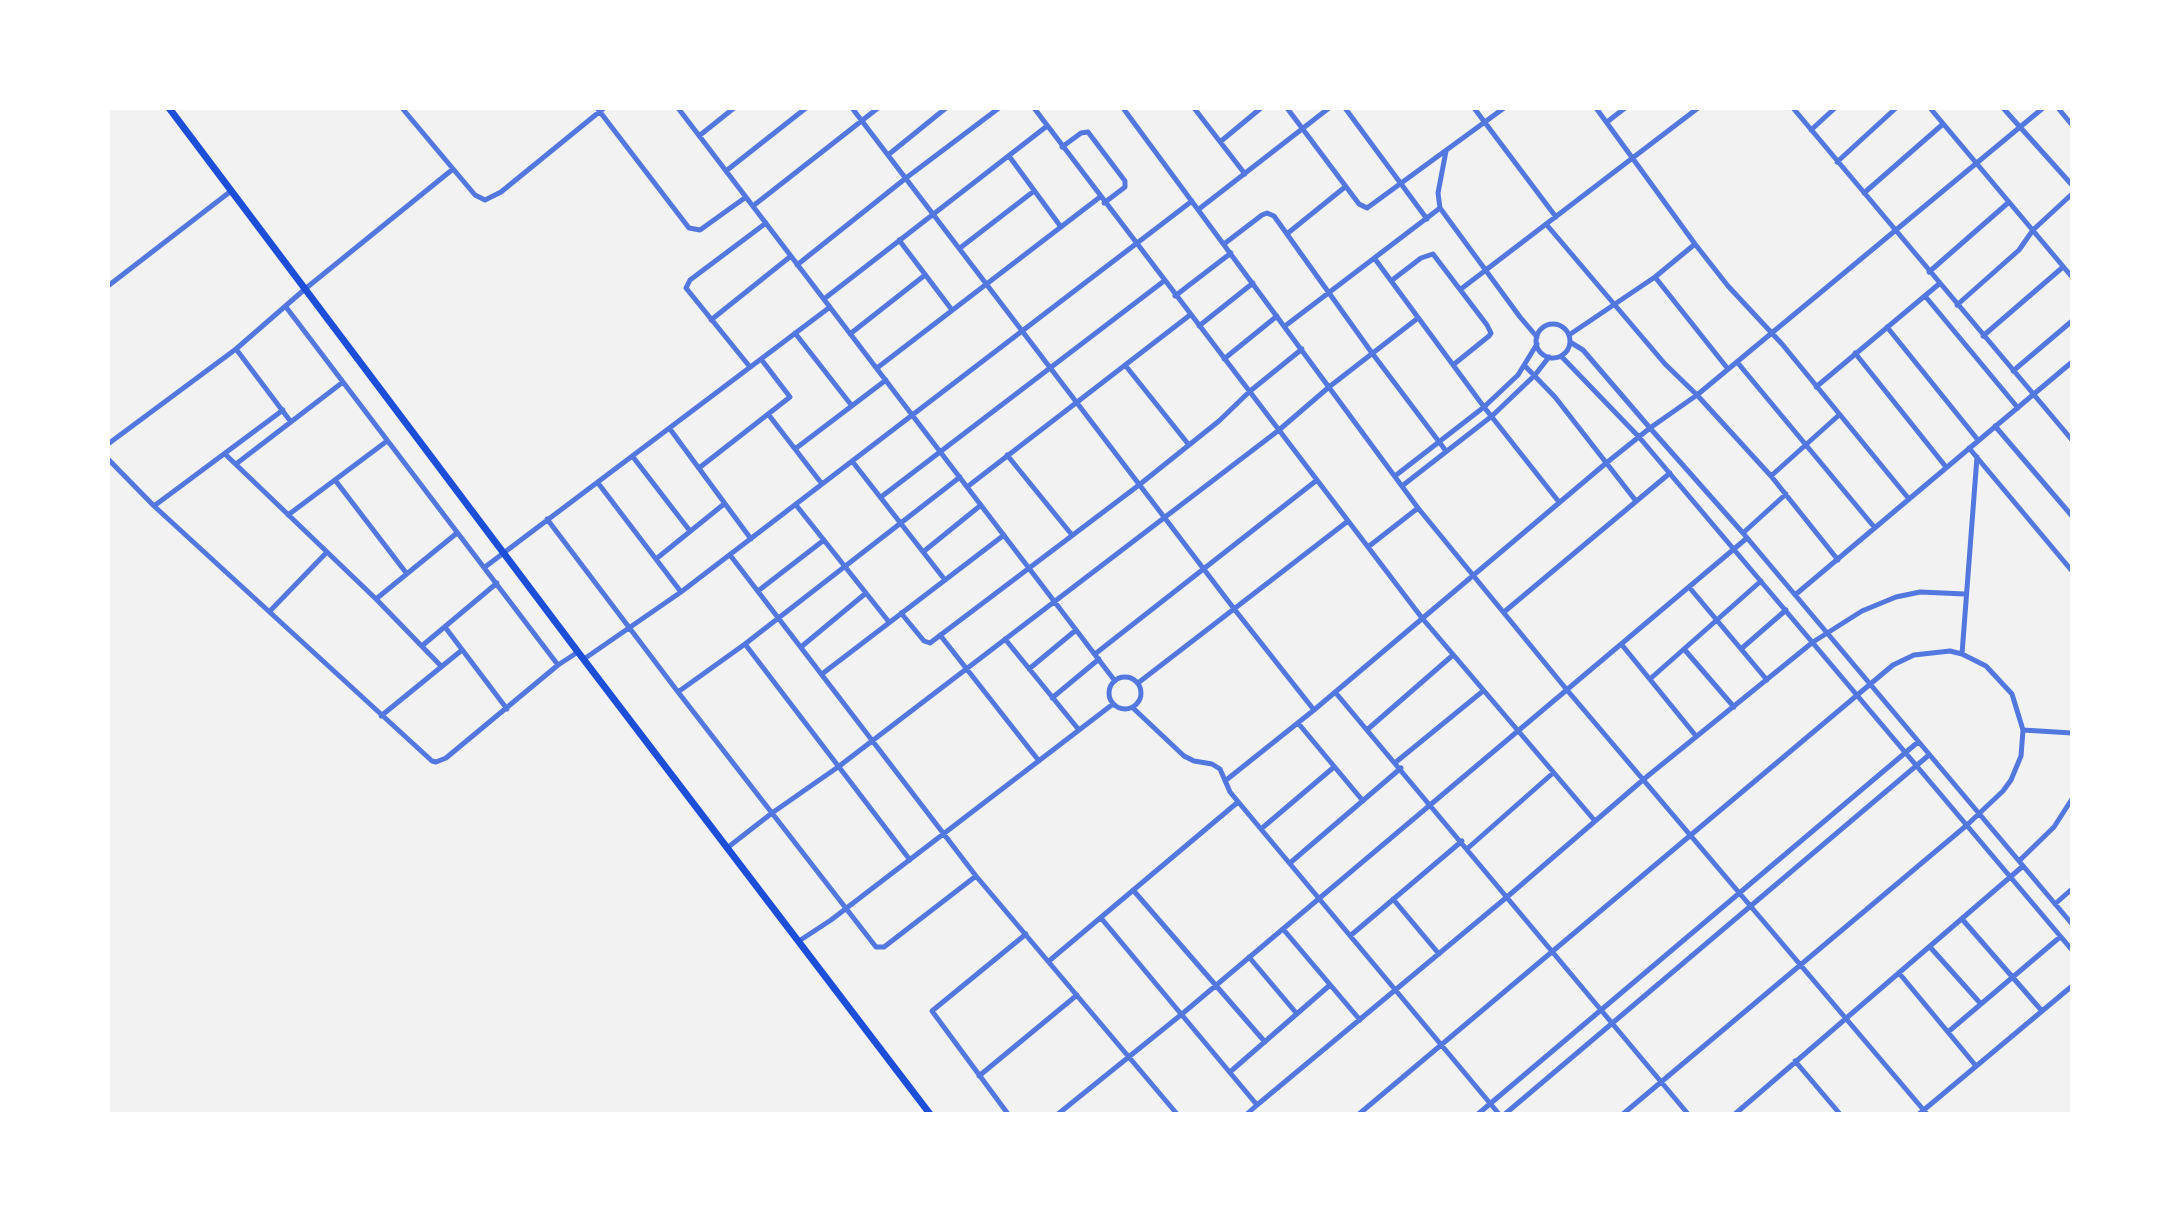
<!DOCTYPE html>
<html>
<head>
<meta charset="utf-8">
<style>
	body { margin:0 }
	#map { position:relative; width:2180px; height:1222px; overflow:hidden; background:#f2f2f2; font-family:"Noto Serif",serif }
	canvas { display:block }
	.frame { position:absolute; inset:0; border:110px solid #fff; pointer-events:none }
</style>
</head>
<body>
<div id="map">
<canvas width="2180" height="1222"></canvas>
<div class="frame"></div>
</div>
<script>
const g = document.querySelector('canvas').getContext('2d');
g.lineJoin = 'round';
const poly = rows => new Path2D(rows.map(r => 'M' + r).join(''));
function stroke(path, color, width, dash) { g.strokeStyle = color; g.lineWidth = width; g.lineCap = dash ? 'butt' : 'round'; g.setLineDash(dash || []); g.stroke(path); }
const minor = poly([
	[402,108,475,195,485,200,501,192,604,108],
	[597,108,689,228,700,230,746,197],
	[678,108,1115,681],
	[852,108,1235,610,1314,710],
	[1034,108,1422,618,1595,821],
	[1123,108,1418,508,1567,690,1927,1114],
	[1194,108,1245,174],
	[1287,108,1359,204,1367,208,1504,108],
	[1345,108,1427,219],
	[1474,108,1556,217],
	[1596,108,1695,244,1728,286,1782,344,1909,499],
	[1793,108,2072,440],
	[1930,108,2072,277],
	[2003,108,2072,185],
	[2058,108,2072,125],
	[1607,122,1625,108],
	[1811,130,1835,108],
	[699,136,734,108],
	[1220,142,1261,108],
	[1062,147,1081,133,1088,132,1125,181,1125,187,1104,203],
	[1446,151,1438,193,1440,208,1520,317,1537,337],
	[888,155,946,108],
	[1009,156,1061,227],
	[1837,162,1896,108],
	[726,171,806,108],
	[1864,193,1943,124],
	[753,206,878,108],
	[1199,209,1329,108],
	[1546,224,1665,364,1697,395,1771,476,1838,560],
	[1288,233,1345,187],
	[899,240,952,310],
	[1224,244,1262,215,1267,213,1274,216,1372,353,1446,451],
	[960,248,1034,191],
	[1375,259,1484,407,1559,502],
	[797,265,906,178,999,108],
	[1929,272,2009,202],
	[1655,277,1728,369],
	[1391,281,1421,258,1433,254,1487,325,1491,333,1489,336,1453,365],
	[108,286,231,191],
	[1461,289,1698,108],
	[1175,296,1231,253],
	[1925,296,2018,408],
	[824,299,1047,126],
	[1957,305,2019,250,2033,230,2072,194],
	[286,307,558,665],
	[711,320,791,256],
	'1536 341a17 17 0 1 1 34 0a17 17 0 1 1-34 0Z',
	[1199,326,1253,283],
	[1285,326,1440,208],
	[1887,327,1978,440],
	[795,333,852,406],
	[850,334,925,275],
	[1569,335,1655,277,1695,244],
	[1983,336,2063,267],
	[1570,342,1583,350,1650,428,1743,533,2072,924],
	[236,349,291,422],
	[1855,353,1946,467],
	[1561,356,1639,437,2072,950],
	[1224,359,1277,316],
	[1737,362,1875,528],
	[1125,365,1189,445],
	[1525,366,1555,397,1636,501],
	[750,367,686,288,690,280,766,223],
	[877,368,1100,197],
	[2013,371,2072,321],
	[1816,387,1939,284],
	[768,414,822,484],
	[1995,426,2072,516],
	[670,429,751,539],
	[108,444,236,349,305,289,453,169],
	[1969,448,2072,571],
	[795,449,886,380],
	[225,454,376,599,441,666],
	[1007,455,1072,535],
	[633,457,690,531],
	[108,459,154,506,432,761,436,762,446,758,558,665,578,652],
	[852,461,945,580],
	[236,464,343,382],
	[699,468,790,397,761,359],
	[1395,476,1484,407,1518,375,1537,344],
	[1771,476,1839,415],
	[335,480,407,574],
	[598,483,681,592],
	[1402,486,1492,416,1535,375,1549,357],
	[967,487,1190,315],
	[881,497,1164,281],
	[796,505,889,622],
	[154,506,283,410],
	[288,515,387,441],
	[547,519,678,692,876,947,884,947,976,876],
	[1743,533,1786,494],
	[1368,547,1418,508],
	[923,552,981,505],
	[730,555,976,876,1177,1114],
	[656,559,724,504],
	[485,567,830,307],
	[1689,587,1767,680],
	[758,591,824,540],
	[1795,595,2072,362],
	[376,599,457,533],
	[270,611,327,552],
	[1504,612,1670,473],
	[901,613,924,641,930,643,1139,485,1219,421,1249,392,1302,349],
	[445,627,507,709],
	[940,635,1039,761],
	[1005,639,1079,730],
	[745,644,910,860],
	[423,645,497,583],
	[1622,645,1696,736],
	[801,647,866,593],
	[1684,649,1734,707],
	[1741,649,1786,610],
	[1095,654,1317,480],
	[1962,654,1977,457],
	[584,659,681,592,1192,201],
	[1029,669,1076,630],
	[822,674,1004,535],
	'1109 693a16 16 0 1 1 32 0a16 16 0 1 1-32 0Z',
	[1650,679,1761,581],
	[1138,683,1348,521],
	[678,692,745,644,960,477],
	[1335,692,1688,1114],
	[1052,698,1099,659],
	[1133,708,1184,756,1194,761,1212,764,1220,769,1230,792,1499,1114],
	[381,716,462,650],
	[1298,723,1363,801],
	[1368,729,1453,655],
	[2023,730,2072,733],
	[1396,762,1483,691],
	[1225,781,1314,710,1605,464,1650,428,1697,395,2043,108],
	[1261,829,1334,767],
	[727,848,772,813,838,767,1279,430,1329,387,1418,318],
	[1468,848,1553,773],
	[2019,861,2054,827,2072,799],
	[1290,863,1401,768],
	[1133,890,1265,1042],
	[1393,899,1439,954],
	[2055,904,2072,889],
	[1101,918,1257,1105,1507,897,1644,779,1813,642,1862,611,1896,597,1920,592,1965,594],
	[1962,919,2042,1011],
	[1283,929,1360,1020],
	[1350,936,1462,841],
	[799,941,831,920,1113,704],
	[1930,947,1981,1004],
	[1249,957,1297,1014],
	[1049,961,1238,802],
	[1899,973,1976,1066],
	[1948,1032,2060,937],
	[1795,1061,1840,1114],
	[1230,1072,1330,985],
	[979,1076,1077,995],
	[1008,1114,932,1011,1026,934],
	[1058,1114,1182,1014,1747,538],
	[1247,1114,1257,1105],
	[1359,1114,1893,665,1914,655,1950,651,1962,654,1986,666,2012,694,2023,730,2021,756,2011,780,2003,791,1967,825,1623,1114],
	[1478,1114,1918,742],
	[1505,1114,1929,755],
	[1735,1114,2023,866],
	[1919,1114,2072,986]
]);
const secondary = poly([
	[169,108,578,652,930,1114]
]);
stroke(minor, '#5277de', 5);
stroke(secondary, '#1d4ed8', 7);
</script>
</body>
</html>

+++

> Aim of the task:
Counting the lines of the material that hold the string "canvas", state the total and nothing besides.

> Output for this task:
3